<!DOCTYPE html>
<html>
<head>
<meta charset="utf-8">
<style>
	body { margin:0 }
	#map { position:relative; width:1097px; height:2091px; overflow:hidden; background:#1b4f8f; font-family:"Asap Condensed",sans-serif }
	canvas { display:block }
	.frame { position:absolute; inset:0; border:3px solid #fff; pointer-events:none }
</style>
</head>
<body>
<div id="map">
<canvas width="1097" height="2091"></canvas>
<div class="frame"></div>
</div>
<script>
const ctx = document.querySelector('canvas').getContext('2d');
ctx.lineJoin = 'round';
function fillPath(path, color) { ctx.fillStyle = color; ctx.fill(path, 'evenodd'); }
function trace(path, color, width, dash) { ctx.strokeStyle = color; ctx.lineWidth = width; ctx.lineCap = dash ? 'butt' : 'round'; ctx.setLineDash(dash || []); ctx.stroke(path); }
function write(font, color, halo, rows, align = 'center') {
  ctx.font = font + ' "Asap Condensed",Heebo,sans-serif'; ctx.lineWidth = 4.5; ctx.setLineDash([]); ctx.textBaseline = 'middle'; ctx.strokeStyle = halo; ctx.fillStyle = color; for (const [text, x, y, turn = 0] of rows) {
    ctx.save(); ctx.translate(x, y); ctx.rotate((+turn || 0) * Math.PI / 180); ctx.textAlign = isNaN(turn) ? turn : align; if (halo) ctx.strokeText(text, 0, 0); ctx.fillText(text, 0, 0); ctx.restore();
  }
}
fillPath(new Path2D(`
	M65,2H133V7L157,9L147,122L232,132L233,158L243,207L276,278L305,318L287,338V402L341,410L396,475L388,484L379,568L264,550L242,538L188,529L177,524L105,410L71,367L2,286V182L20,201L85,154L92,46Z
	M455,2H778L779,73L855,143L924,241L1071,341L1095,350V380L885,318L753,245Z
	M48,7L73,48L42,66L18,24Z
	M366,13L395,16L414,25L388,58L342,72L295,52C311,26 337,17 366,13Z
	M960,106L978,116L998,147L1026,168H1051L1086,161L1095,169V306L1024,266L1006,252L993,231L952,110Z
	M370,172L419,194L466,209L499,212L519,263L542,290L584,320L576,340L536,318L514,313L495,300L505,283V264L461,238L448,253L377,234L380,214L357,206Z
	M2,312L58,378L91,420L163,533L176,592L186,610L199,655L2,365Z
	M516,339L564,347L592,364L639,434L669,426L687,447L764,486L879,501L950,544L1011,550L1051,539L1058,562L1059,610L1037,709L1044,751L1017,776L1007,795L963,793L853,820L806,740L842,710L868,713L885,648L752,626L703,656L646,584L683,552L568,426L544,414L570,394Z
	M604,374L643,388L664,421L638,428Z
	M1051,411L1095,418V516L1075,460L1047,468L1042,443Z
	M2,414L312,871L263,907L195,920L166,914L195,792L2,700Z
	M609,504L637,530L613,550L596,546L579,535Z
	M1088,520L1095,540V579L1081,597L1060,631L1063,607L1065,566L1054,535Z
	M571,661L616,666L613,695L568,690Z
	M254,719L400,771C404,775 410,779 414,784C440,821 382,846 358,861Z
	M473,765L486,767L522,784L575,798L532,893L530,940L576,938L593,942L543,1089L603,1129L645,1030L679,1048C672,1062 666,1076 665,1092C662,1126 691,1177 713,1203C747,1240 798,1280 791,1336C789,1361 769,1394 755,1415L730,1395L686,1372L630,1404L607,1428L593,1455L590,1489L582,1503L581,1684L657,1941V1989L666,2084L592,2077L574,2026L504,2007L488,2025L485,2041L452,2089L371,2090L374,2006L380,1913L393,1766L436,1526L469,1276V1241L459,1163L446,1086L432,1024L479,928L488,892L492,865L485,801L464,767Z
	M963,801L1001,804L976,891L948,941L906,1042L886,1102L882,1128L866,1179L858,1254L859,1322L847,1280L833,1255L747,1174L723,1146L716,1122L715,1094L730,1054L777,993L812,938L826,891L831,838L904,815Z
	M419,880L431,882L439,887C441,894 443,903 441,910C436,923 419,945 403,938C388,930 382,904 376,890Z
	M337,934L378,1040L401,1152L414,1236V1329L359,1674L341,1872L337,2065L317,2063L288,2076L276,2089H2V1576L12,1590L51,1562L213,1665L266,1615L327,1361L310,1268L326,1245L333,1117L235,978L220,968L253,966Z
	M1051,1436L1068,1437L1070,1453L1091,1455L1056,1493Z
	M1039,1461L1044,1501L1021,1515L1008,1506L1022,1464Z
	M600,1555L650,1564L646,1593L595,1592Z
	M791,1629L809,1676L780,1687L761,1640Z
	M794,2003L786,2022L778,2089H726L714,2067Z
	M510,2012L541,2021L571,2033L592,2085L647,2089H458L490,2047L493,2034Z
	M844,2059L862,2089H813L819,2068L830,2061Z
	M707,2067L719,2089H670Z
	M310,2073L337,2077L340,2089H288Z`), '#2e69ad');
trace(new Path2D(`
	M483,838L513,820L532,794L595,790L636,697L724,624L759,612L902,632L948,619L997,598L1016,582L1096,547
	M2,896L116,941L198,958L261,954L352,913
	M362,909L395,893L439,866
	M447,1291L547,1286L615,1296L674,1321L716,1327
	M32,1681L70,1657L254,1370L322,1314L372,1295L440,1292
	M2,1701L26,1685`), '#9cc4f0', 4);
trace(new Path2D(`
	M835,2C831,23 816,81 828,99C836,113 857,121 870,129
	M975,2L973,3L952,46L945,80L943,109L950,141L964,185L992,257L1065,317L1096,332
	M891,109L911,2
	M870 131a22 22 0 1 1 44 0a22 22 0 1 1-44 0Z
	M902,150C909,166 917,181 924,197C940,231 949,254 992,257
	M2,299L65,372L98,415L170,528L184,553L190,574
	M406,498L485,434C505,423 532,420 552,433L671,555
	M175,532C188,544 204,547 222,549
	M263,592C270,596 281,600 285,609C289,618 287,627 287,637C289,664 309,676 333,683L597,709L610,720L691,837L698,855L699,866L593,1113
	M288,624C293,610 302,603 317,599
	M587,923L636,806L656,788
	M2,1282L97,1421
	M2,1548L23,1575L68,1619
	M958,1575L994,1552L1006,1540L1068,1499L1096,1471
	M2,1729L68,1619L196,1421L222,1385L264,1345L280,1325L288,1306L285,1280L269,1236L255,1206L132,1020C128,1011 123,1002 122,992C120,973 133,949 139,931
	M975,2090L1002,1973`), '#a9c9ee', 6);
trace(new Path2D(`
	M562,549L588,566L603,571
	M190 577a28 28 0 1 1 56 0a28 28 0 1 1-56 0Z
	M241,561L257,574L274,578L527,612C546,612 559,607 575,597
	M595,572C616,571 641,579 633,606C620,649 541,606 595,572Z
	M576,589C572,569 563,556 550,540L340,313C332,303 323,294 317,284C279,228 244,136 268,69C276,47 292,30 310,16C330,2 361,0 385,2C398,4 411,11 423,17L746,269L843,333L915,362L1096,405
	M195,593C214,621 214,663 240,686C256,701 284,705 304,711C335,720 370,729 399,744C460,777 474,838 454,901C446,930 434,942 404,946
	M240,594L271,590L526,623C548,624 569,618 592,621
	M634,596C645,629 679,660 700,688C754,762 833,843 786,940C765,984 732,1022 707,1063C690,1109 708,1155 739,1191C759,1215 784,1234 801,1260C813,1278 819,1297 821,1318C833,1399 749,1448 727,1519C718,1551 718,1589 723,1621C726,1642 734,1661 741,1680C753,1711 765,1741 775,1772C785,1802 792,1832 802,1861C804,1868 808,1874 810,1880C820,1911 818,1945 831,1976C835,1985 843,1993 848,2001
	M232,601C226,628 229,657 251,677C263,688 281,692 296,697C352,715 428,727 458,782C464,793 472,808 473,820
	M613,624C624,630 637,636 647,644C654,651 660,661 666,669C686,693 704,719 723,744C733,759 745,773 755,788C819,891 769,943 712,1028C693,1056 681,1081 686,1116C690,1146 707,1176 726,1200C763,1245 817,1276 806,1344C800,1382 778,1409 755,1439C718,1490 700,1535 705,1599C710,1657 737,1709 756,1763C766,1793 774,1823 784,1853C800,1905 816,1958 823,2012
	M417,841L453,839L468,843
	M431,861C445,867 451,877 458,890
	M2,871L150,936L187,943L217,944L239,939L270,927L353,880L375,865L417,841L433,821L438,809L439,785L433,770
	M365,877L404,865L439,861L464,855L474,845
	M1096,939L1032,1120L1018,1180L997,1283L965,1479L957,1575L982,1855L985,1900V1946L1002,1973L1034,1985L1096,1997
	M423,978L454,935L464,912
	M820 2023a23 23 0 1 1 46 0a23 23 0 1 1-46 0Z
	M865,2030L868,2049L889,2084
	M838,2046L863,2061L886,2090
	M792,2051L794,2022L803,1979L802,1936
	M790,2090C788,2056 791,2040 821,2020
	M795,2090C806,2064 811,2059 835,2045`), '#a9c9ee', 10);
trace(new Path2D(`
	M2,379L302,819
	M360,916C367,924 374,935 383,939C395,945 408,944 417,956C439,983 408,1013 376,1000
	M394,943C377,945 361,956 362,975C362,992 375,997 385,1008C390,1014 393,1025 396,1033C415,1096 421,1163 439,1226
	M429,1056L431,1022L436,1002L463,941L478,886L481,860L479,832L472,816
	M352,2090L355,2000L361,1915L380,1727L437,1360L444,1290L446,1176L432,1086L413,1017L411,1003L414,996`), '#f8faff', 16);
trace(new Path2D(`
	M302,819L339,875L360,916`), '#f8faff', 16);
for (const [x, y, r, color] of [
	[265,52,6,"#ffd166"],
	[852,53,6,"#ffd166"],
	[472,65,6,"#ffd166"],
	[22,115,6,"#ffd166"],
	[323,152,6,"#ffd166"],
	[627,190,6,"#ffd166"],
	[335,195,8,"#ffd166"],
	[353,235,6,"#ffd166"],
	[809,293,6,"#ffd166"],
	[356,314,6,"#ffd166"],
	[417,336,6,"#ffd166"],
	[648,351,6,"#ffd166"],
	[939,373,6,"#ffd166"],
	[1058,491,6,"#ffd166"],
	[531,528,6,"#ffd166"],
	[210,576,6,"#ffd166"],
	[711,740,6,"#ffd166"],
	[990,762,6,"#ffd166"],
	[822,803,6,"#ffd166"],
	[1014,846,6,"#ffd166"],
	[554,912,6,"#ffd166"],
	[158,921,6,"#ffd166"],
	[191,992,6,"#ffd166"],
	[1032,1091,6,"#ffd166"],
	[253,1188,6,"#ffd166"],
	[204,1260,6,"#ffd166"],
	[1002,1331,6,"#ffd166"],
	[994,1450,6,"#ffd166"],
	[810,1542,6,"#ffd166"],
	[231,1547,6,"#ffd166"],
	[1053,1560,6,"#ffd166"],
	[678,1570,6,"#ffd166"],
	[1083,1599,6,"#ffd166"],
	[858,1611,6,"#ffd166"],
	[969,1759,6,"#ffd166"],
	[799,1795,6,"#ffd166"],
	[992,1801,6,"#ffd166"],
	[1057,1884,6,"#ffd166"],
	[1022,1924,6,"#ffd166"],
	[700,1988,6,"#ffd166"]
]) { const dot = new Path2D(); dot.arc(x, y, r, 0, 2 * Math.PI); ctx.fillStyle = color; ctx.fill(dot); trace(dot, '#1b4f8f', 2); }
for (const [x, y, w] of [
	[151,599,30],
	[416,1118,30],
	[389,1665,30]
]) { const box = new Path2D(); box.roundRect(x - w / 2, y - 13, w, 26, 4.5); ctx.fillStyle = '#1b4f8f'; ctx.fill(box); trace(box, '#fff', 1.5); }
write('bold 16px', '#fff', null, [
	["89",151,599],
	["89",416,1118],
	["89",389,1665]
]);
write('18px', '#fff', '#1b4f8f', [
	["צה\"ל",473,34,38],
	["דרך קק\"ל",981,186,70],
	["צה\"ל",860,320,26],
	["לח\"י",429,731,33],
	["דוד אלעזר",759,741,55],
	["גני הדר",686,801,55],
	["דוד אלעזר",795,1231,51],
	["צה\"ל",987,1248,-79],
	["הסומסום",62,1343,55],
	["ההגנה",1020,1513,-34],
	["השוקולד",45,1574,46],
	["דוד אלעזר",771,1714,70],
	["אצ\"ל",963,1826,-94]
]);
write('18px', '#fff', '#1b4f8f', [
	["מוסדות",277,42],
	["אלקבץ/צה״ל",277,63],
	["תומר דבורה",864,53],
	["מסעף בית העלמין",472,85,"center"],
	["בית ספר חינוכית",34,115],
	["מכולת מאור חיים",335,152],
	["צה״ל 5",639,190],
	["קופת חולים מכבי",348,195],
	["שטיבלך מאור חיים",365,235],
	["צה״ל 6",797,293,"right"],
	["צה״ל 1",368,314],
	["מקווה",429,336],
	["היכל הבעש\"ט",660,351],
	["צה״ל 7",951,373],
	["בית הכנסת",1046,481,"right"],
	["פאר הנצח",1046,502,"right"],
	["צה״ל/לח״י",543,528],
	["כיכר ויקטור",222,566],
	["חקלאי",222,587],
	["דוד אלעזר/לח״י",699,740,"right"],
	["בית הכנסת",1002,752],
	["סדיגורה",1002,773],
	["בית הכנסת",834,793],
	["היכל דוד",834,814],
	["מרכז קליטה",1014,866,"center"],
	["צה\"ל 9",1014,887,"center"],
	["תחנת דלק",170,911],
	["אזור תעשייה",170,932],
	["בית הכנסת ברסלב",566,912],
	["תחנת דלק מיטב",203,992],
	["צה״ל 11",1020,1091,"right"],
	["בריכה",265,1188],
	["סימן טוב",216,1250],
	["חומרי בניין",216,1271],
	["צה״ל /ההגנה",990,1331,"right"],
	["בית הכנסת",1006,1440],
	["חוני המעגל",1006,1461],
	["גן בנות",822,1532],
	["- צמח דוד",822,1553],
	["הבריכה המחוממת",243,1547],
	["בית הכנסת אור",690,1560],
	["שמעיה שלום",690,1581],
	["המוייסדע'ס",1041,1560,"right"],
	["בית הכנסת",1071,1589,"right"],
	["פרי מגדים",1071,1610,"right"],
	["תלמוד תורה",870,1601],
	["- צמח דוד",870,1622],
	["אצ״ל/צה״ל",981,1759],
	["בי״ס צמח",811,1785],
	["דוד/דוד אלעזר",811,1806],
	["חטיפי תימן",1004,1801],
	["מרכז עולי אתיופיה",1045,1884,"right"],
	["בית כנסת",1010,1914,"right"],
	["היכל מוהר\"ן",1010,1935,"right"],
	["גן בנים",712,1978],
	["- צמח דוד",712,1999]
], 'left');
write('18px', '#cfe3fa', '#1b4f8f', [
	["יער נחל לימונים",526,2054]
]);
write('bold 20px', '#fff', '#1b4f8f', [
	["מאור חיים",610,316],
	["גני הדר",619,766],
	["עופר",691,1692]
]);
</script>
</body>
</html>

++++++++

EXERCISE DESCRIPTION: Copy each line in the entries above where "halo" turns up.

RESULT BELOW:
function write(font, color, halo, rows, align = 'center') {
  ctx.font = font + ' "Asap Condensed",Heebo,sans-serif'; ctx.lineWidth = 4.5; ctx.setLineDash([]); ctx.textBaseline = 'middle'; ctx.strokeStyle = halo; ctx.fillStyle = color; for (const [text, x, y, turn = 0] of rows) {
    ctx.save(); ctx.translate(x, y); ctx.rotate((+turn || 0) * Math.PI / 180); ctx.textAlign = isNaN(turn) ? turn : align; if (halo) ctx.strokeText(text, 0, 0); ctx.fillText(text, 0, 0); ctx.restore();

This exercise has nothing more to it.